====== Provided material
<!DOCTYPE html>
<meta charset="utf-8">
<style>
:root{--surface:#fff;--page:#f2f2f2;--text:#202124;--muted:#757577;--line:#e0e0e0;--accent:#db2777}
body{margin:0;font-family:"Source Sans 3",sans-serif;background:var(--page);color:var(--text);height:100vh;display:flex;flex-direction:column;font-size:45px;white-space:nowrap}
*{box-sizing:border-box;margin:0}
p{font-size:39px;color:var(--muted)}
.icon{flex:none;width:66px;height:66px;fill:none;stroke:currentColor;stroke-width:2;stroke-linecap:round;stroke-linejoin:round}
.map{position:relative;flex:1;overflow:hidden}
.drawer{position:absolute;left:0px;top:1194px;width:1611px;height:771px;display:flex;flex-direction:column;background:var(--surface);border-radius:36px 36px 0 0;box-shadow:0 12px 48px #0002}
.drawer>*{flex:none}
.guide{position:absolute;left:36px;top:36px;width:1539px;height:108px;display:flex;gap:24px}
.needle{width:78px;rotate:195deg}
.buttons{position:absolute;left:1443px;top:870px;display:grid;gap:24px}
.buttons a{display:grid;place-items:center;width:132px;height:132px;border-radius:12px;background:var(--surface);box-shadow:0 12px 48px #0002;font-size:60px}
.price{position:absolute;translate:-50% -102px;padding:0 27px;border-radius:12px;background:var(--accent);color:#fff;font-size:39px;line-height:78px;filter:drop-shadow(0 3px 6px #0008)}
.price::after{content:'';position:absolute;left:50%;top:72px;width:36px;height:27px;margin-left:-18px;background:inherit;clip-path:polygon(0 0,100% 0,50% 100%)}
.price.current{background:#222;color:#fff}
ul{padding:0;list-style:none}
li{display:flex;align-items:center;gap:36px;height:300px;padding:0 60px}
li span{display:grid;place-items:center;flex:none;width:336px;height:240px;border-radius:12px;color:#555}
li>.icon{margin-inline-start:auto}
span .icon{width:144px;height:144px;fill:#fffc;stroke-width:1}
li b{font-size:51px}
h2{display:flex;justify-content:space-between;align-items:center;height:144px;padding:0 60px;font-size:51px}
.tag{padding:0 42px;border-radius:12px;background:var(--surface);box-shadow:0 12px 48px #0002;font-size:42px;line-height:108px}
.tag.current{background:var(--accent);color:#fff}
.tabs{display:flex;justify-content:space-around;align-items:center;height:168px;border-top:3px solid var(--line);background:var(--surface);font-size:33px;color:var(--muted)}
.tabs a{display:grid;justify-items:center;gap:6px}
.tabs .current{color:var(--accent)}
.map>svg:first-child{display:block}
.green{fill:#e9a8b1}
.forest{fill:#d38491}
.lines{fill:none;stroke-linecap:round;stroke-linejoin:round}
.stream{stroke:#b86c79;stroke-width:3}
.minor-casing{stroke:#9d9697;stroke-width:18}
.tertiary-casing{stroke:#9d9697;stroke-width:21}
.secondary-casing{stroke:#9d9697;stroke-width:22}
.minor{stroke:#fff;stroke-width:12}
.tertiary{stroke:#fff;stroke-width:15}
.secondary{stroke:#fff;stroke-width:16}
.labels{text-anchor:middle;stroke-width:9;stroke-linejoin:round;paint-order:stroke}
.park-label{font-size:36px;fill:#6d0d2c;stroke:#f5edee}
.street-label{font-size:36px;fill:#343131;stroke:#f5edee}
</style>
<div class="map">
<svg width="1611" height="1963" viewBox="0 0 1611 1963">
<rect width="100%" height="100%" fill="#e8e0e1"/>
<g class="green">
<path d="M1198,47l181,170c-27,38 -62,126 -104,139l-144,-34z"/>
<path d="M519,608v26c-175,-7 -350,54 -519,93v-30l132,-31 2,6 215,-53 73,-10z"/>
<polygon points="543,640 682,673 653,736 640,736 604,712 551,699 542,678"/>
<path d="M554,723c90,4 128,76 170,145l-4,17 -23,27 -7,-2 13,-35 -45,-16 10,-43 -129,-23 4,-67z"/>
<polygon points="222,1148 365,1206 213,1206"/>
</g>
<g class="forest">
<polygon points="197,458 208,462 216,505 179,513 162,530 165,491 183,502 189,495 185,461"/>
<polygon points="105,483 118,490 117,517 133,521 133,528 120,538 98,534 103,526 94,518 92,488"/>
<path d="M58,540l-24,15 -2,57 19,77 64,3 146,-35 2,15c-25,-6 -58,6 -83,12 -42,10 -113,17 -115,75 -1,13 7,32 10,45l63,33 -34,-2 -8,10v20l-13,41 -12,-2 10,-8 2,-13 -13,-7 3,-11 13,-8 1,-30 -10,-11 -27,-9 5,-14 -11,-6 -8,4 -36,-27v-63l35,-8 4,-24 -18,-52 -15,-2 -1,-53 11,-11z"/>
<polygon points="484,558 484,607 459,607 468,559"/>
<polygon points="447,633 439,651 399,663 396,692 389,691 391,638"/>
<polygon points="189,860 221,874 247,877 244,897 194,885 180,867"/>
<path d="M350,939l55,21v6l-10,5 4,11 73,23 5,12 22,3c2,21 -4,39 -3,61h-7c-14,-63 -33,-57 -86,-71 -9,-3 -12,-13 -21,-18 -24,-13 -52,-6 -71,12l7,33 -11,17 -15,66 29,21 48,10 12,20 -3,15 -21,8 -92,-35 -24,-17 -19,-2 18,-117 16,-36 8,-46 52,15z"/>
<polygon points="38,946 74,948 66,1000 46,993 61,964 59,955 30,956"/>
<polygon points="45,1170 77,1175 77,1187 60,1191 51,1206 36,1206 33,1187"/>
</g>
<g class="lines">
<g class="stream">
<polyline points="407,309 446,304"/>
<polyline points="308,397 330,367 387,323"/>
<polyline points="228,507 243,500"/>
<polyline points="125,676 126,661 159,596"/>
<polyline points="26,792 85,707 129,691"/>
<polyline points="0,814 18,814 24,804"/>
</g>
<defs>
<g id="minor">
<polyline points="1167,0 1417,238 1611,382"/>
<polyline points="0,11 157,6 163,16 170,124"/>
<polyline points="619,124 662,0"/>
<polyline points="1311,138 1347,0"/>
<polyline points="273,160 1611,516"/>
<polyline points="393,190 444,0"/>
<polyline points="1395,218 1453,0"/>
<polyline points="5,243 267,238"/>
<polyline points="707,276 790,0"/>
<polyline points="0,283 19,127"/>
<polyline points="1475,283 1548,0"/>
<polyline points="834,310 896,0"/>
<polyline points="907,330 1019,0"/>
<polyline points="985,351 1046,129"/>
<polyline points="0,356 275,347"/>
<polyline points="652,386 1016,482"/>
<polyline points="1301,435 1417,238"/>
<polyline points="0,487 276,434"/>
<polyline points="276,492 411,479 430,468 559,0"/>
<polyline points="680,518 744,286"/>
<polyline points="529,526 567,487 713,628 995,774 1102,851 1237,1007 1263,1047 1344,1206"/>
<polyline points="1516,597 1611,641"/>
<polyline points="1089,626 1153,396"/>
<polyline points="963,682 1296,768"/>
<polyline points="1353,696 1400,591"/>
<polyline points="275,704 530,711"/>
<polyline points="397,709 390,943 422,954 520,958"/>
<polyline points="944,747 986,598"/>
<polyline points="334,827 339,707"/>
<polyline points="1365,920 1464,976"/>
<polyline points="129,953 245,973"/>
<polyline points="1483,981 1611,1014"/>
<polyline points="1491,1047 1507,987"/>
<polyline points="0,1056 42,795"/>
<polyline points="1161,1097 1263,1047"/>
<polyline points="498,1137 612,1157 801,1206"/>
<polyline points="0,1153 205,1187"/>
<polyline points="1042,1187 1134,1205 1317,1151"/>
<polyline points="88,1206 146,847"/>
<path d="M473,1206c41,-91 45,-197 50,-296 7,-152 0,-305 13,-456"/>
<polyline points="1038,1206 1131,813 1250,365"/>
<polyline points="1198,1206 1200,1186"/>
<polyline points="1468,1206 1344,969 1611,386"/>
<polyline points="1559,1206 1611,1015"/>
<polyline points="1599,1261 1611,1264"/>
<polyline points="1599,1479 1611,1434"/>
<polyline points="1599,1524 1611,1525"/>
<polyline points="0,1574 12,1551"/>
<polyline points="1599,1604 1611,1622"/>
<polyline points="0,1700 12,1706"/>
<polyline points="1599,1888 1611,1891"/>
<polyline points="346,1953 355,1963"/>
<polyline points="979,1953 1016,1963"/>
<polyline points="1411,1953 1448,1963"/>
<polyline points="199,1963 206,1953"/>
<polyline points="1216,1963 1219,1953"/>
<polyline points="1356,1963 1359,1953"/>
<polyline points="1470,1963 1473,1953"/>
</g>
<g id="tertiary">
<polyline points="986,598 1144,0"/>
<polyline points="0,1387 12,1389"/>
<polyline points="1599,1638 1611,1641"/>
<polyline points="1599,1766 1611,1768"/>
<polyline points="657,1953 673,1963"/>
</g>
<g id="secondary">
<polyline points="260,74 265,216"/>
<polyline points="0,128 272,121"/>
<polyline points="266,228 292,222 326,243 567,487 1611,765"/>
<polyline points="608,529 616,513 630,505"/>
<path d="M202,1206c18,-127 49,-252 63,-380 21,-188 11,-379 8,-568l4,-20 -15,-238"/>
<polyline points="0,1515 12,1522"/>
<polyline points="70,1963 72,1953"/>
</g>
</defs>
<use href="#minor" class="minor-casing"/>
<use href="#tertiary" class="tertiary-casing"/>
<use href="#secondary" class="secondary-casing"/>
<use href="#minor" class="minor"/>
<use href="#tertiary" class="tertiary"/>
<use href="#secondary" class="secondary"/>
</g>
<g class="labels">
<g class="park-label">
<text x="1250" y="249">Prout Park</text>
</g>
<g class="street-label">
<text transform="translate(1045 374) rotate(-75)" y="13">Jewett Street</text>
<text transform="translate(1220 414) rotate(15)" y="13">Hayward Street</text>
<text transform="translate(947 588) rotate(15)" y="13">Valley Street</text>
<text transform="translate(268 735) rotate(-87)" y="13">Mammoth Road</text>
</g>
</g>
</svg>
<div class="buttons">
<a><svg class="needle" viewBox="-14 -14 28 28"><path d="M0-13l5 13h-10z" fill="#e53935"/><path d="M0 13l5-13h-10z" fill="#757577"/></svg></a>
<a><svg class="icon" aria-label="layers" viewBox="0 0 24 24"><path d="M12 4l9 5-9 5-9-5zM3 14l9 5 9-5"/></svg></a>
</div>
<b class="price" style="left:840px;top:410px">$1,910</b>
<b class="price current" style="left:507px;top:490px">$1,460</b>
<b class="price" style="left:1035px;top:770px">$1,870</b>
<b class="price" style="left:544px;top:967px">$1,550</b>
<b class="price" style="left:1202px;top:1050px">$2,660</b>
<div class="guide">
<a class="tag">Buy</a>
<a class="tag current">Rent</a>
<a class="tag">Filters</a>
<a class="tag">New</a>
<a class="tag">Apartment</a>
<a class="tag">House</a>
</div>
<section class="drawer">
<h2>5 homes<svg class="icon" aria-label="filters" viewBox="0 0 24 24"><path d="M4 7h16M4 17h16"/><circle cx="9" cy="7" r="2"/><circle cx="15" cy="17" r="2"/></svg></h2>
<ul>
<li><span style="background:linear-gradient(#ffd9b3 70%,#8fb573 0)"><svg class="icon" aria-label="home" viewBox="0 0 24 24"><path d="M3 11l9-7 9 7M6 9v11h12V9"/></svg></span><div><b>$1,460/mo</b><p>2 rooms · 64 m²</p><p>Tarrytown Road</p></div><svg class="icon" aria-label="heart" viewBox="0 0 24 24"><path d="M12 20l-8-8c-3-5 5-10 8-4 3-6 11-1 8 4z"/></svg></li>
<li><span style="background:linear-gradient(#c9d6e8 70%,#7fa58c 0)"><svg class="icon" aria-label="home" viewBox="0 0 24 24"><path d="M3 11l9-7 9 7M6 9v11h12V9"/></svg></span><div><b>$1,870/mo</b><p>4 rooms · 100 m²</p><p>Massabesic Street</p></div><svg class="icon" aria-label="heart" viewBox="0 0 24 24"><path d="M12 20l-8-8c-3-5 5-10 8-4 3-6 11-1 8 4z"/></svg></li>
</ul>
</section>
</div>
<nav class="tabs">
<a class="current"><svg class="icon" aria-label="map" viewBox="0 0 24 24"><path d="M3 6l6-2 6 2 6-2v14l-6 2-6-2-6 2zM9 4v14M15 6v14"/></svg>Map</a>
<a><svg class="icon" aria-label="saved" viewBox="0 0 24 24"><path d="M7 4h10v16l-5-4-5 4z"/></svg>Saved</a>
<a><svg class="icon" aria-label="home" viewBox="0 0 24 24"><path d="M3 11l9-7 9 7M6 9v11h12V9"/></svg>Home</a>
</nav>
============
[Work instructions] For the string "direction", give the number of lines in the data that contain it, and only that number.

[Final answer] 2